The sudden scandal, in which investigators discovered Petraeus had an affair with a military reservist who wrote his biography, had thrown his participation into question.
"General Petraeus as you know will be testifying before the intelligence committee," McCain told reporters on Wednesday in a Senate studio, adding afterwards that the general's participation would be on Thursday.
Democratic Senator Dianne Feinstein, chair of the Senate Select Committee on Intelligence, told CNN she expected Petraeus would agree to testify at a later date, adding that she had seen nothing to link the sex scandal to Benghazi.
A close McCain ally, Senator Lindsey Graham, also said Petraeus had indicated he would appear before the intelligence committee, but did not provide a date.
"That's likely to be in a classified setting," Graham said. And he added that other senior national security officials, notably Defense Secretary Leon Panetta, would likely be called to testify before the Senate Armed Services Committee.
US media have reported that Petraeus would testify to Congress on Friday.

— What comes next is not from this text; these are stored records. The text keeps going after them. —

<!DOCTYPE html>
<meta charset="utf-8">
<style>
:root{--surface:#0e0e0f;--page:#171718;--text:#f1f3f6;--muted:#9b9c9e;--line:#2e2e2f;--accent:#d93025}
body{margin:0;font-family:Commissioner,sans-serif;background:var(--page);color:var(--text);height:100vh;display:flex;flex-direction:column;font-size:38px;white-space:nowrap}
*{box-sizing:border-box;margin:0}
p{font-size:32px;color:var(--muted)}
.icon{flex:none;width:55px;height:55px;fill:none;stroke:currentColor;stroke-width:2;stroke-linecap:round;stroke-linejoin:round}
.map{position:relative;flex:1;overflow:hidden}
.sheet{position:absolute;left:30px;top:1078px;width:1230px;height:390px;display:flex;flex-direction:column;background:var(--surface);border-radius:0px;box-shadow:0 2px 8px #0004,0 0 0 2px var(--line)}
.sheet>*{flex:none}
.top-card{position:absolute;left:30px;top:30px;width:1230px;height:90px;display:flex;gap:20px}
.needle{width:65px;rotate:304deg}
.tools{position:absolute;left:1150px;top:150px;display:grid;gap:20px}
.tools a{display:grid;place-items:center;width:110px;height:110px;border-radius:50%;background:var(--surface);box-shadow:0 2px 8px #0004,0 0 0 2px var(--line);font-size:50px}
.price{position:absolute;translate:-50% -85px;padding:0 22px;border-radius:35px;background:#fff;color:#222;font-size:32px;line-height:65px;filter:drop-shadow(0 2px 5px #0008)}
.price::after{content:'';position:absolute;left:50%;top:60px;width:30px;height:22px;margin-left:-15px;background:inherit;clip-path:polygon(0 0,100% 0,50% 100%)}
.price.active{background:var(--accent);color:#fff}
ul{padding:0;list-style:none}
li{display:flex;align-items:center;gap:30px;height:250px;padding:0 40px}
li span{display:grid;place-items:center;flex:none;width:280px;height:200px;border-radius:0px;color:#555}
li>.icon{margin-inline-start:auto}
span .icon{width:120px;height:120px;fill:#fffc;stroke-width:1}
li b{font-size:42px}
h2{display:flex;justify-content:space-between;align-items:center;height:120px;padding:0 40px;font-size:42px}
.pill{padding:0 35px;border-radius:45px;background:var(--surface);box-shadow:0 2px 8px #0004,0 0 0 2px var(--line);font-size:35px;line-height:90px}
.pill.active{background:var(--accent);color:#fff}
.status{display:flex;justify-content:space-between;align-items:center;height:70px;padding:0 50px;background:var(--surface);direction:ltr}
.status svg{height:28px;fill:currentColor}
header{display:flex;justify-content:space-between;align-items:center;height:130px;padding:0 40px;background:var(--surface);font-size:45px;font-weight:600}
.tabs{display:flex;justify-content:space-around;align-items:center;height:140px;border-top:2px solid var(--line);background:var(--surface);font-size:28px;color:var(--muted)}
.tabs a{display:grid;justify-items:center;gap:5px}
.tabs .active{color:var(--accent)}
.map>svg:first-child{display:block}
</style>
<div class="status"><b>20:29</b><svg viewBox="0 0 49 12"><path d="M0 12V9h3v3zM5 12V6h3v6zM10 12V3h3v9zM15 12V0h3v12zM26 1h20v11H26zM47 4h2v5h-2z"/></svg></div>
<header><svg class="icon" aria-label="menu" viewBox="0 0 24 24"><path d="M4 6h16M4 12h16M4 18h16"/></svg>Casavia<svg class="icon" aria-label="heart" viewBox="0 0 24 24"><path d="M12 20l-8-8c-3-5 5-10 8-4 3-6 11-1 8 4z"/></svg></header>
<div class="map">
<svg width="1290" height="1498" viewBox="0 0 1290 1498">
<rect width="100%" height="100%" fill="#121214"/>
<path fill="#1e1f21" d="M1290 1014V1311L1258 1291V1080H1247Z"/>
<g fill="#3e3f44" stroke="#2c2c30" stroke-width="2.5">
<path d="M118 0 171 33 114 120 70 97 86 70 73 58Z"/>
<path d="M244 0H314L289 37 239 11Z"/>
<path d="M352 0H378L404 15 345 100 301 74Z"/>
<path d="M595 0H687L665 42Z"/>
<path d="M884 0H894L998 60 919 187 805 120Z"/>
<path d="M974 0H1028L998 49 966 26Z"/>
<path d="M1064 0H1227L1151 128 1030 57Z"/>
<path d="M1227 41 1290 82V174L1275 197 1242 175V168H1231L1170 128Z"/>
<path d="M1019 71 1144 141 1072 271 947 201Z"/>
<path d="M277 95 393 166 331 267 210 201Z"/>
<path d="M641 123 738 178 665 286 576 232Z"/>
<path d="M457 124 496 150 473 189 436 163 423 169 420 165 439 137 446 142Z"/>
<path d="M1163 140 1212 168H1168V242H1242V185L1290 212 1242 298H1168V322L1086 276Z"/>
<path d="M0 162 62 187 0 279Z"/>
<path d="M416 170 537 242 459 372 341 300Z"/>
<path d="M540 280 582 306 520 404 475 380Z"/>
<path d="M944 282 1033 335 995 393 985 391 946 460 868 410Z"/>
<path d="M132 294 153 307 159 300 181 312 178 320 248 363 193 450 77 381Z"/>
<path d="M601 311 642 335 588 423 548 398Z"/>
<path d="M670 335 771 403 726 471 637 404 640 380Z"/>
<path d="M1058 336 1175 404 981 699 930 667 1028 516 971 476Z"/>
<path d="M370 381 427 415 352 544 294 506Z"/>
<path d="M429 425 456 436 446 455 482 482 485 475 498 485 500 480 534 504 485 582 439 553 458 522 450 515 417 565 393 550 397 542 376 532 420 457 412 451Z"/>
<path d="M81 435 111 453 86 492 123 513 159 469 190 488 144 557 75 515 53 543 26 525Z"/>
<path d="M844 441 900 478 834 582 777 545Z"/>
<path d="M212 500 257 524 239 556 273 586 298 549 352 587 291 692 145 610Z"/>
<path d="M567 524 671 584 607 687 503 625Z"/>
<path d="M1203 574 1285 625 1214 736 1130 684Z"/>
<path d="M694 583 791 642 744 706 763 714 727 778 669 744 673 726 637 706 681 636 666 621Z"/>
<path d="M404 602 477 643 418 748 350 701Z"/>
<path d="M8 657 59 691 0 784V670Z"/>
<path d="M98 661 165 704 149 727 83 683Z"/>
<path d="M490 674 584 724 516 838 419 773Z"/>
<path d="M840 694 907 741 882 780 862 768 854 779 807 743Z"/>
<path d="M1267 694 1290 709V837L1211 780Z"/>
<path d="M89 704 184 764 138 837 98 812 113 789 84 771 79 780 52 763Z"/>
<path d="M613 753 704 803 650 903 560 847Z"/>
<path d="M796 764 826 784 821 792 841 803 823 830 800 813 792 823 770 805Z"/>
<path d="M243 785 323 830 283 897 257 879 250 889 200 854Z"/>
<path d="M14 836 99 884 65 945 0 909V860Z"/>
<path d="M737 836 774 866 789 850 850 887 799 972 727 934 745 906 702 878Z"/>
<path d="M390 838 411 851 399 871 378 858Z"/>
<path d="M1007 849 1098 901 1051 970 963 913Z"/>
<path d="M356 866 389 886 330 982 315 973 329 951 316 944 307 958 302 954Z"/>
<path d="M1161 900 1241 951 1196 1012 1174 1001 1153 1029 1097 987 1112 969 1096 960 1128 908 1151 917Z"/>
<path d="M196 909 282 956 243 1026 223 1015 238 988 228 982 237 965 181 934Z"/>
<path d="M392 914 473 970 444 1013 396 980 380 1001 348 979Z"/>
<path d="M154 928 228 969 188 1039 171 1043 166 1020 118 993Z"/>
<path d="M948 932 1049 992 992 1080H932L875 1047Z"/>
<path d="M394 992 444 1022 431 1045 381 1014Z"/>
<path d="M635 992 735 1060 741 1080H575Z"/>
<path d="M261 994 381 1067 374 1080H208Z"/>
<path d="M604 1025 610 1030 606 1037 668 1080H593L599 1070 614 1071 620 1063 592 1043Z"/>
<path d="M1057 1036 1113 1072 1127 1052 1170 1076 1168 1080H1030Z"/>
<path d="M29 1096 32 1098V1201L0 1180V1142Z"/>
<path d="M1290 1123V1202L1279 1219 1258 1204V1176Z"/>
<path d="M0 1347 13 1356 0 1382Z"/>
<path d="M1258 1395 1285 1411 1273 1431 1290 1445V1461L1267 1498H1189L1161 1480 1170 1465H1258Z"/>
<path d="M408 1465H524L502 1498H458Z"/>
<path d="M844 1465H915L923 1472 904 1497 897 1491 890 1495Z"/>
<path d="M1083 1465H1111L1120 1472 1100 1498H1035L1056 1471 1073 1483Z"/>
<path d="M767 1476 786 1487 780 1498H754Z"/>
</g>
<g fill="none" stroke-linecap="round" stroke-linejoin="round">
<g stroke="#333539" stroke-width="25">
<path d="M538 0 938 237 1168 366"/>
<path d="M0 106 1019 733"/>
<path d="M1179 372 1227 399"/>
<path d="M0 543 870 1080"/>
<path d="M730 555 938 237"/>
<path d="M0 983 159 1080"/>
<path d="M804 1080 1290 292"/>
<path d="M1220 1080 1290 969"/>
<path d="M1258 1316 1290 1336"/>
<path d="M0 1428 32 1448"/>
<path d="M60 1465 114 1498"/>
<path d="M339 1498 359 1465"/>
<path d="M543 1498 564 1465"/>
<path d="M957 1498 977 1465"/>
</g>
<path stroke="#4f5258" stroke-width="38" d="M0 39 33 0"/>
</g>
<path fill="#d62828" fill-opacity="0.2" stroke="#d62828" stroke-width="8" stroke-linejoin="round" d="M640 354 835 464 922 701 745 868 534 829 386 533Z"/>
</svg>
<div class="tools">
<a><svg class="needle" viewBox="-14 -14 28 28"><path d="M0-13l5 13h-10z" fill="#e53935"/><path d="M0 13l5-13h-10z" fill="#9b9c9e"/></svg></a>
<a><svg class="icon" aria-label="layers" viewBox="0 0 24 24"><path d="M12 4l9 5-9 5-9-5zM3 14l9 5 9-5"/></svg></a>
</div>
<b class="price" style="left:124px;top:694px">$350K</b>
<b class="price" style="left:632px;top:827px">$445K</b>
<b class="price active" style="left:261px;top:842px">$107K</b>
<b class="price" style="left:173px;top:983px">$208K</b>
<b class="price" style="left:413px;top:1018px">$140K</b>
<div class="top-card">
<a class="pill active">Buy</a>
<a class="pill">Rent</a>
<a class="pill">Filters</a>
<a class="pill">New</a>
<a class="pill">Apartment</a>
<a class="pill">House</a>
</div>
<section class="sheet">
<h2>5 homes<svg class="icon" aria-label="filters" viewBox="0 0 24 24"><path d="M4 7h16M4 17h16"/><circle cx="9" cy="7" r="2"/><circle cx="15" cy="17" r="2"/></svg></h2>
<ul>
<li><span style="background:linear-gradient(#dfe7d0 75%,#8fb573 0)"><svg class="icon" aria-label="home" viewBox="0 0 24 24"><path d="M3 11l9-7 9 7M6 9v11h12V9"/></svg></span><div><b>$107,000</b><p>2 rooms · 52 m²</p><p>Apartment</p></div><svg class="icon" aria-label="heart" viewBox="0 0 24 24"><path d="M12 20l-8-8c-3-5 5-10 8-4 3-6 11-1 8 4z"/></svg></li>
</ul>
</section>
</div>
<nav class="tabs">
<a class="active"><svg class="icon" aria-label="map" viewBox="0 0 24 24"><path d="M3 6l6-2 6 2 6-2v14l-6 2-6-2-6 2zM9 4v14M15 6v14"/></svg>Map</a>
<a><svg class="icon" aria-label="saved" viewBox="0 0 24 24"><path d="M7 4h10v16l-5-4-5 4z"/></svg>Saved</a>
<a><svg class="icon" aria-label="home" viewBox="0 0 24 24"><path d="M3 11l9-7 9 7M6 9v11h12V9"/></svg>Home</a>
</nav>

Lawmakers from both parties, and from the Senate as well as the House of Representatives, have clamored for Petraeus and others to speak at various classified hearings to learn more about the circumstances of the attack which killed US ambassador Christopher Stevens and three other Americans.
Republicans have called for investigations into what happened in Benghazi and why President Barack Obama's administration has offered a shifting narrative of events after initially insisting that the attack stemmed from a protest against an anti-Islam video.